When you come to a picture, pass over it, and set down the entries below exactly.

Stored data
=== Section Start ===

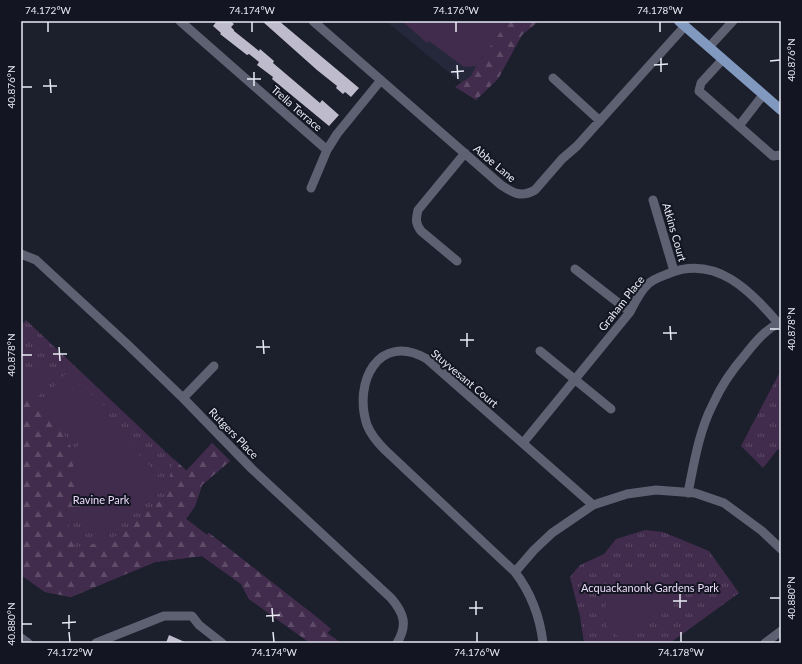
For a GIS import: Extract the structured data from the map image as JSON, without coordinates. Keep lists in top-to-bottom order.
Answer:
{
  "streets": {
    "street": [
      "Trella Terrace",
      "Abbe Lane",
      "Atkins Court",
      "Graham Place",
      "Stuyvesant Court",
      "Rutgers Place"
    ]
  },
  "crossings": [
    ["Atkins Court", "Graham Place"],
    ["Graham Place", "Stuyvesant Court"]
  ],
  "parks": ["Ravine Park", "Acquackanonk Gardens Park"],
  "coordinates": [
    "74.172°W",
    "74.174°W",
    "74.176°W",
    "74.178°W",
    "40.876°N",
    "40.878°N",
    "40.880°N"
  ]
}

=== Section End ===

◆ **EXERCISE RESULT**:
For a GIS import: Extract the structured data from the map image as JSON, without coordinates. Keep lists in top-to-bottom order.
Answer:
{
  "streets": {
    "street": [
      "Trella Terrace",
      "Abbe Lane",
      "Atkins Court",
      "Graham Place",
      "Stuyvesant Court",
      "Rutgers Place"
    ]
  },
  "crossings": [
    ["Atkins Court", "Graham Place"],
    ["Graham Place", "Stuyvesant Court"]
  ],
  "parks": ["Ravine Park", "Acquackanonk Gardens Park"],
  "coordinates": [
    "74.172°W",
    "74.174°W",
    "74.176°W",
    "74.178°W",
    "40.876°N",
    "40.878°N",
    "40.880°N"
  ]
}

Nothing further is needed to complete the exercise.